Apache Cassandra 1.1 Documentation

Planning a Cassandra Cluster Deployment

This document corresponds to an earlier product version. Make sure you are using the version that corresponds to your version.

Latest Cassandra documentation | Earlier Cassandra documentation

When planning a Cassandra cluster deployment, you should have a good idea of the initial volume of data you plan to store and a good estimate of the typical application workload. After reading this section, it recommended that you read Anti-patterns in Cassandra.
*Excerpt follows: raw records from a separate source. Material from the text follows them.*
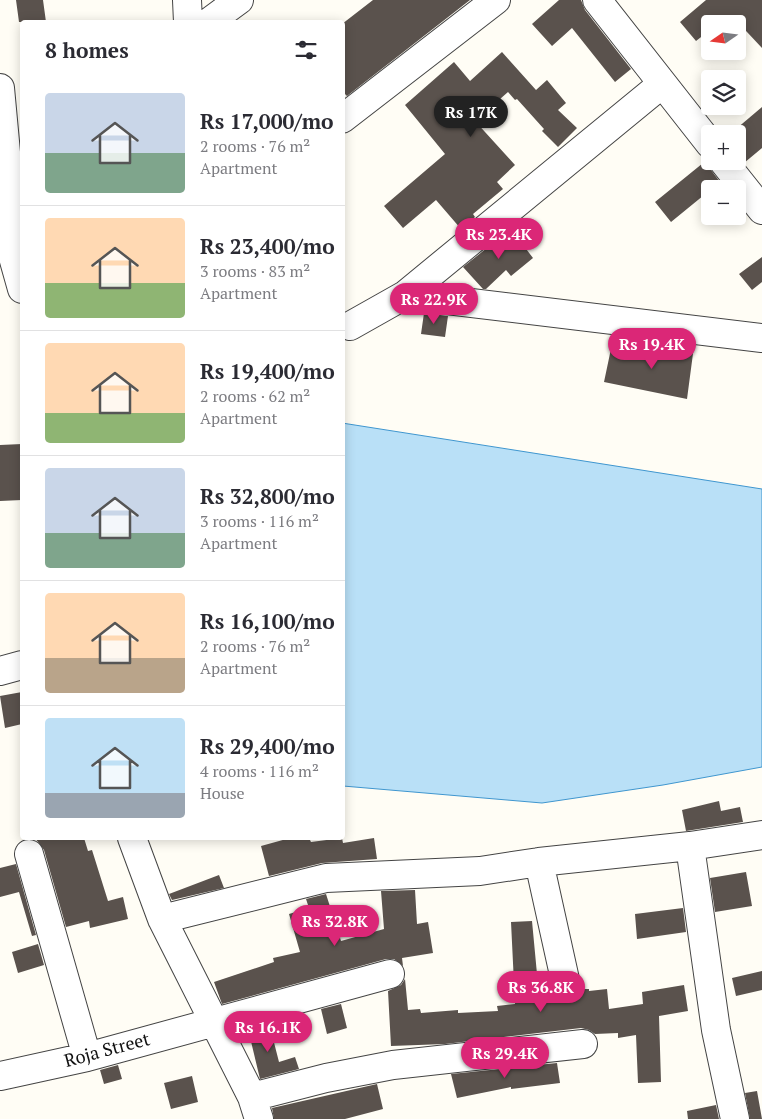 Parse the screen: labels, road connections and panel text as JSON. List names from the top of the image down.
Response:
{
  "streets": {
    "street": ["Roja Street"]
  },
  "north": "left",
  "page": {
    "map_buttons": ["+", "−"],
    "heading": "8 homes",
    "list": [
      {
        "name": "Rs 17,000/mo",
        "note": "2 rooms · 76 m² · Apartment"
      },
      {
        "name": "Rs 23,400/mo",
        "note": "3 rooms · 83 m² · Apartment"
      },
      {
        "name": "Rs 19,400/mo",
        "note": "2 rooms · 62 m² · Apartment"
      },
      {
        "name": "Rs 32,800/mo",
        "note": "3 rooms · 116 m² · Apartment"
      },
      {
        "name": "Rs 16,100/mo",
        "note": "2 rooms · 76 m² · Apartment"
      },
      {
        "name": "Rs 29,400/mo",
        "note": "4 rooms · 116 m² · House"
      }
    ],
    "price": [
      "Rs 17K",
      "Rs 23.4K",
      "Rs 22.9K",
      "Rs 19.4K",
      "Rs 32.8K",
      "Rs 36.8K",
      "Rs 16.1K",
      "Rs 29.4K"
    ]
  }
}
Selecting Hardware for Enterprise Implementations

As with any application, choosing appropriate hardware depends on selecting the right balance of the following resources: memory, CPU, disks, number of nodes, and network.

Memory

The more memory a Cassandra node has, the better read performance. More RAM allows for larger cache sizes and reduces disk I/O for reads. More RAM also allows memory tables (memtables) to hold more recently written data. Larger memtables lead to a fewer number of SSTables being flushed to disk and fewer files to scan during a read. The ideal amount of RAM depends on the anticipated size of your hot data.
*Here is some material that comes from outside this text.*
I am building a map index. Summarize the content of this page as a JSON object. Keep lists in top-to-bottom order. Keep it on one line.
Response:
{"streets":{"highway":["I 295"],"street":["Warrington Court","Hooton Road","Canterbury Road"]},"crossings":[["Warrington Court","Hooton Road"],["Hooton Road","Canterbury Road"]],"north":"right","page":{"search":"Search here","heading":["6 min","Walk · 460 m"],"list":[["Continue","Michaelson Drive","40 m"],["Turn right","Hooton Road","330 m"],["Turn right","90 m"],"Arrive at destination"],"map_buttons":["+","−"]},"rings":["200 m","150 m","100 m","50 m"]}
  • For dedicated hardware, the optimal price-performance sweet spot is 16GB to 64GB; the minimum is 8GB.
  • For a virtual environments, the optimal range may be 8GB to 16GB; the minimum is 4GB.
  • For testing light workloads, Cassandra can run on a virtual machine as small as 256MB.
  • Java heap space should be set to a maximum of 8GB or half of your total RAM, whichever is lower. (A greater heap size has more intense garbage collection periods.)

CPU

Insert-heavy workloads are CPU-bound in Cassandra before becoming memory-bound. Cassandra is highly concurrent and uses as many CPU cores as available.

  • For dedicated hardware, 8-core processors are the current price-performance sweet spot.
  • For virtual environments, consider using a provider that allows CPU bursting, such as Rackspace Cloud Servers.

Disk

What you need for your environment depends a lot on the usage, so it's important to understand the mechanism. Cassandra writes data to disk for two purposes:

  • All data is written to the commit log for durability.
  • When thresholds are reached, Cassandra periodically flushes in-memory data structures (memtables) to SSTable data files for persistent storage of column family data.

Commit logs receive every write made to a Cassandra node, but are only read during node start up. Commit logs are purged after the corresponding data is flushed. Conversely, SSTable (data file) writes occur asynchronously and are read during client look-ups. Additionally, SSTables are periodically compacted. Compaction improves performance by merging and rewriting data and discarding old data. However, during compaction (or node repair), disk utilization and data directory volume can substantially increase. For this reason, DataStax recommends leaving an adequate amount of free disk space available on a node (50% [worst case] for tiered compaction, 10% for leveled compaction).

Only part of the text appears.